##### Raw data #####

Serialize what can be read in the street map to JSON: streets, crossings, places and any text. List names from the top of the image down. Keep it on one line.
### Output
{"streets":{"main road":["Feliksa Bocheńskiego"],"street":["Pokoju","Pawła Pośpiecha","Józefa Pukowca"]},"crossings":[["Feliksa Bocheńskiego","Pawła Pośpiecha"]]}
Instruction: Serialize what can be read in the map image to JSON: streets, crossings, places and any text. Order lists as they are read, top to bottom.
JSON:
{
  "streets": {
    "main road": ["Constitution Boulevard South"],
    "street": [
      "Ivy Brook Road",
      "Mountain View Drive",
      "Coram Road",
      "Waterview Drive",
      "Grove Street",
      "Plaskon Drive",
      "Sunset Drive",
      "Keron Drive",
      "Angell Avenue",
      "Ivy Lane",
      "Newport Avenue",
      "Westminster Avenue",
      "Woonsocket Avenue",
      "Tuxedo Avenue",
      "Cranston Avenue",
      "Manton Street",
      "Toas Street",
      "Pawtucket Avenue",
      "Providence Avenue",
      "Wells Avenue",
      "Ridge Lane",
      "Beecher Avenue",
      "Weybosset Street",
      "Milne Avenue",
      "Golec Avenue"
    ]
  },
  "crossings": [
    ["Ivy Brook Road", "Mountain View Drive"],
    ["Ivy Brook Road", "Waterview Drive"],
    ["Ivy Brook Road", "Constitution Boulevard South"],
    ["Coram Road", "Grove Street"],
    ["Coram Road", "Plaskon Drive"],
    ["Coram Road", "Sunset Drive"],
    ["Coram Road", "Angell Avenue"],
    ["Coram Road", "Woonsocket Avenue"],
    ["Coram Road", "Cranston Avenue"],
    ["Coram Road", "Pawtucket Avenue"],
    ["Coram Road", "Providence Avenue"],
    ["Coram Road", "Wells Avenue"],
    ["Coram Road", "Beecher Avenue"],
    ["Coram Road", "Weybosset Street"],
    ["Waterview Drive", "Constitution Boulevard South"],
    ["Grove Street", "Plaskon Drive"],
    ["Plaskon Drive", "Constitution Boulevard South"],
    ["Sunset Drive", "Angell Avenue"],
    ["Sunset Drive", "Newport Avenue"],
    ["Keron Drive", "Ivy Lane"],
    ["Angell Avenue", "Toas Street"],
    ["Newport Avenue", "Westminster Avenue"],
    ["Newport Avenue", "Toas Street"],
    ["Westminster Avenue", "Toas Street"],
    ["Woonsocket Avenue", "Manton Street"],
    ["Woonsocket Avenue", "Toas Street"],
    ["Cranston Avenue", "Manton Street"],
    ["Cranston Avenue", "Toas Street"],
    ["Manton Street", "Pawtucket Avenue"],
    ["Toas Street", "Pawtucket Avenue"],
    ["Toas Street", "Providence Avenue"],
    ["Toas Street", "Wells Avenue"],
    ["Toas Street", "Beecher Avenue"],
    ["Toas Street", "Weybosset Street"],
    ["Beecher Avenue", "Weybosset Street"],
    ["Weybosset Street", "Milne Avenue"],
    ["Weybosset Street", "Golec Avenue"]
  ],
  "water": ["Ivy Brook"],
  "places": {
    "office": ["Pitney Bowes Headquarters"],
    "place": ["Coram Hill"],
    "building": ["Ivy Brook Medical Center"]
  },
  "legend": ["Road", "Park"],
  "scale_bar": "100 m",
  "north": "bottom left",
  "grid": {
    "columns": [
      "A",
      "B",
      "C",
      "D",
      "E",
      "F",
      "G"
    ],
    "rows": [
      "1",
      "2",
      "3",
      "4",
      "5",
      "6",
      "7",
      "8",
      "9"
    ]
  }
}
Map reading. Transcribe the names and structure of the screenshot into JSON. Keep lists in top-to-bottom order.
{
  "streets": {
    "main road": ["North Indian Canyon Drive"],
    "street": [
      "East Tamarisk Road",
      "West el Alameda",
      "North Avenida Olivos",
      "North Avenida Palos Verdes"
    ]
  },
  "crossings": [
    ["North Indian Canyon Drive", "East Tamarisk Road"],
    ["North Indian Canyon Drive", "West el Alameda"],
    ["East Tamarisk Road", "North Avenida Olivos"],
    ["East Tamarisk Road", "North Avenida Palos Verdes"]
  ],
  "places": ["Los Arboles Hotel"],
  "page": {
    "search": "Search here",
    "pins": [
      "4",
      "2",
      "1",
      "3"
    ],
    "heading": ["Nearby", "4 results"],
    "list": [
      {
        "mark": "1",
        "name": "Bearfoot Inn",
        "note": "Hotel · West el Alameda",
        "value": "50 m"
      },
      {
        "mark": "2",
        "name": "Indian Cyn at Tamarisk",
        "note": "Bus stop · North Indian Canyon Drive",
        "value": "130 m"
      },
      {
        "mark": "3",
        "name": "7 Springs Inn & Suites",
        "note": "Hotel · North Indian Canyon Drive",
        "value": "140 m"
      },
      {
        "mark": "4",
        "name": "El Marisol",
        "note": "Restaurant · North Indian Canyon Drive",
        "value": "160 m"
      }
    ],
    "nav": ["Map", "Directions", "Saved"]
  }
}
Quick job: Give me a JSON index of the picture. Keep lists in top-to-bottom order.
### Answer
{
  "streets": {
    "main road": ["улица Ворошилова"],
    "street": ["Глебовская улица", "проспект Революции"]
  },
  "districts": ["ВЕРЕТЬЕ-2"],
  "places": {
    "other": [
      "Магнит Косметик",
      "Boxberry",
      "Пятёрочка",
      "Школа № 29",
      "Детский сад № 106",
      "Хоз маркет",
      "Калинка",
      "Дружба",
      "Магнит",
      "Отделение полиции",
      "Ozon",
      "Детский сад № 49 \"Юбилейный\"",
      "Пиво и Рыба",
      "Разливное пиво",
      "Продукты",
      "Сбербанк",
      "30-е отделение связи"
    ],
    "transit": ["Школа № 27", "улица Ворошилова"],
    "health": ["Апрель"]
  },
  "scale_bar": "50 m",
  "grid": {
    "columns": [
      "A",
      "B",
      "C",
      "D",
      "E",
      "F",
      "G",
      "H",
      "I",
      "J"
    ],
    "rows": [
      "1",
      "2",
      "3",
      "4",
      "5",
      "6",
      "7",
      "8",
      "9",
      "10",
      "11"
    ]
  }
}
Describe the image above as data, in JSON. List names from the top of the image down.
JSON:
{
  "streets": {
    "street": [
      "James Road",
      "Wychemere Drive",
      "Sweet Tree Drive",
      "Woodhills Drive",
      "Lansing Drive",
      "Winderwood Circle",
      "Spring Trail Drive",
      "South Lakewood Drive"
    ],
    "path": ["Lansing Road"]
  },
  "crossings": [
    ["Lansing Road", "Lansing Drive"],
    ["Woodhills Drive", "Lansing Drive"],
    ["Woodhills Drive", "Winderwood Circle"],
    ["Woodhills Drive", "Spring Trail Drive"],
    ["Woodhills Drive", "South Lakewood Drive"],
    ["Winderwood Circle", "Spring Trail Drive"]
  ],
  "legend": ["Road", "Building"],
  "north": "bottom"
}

#####

Description of the task:
Some of the data mentions "lists". Copy every line where it does.

Completed exercise:
Instruction: Serialize what can be read in the map image to JSON: streets, crossings, places and any text. Order lists as they are read, top to bottom.
Map reading. Transcribe the names and structure of the screenshot into JSON. Keep lists in top-to-bottom order.
Quick job: Give me a JSON index of the picture. Keep lists in top-to-bottom order.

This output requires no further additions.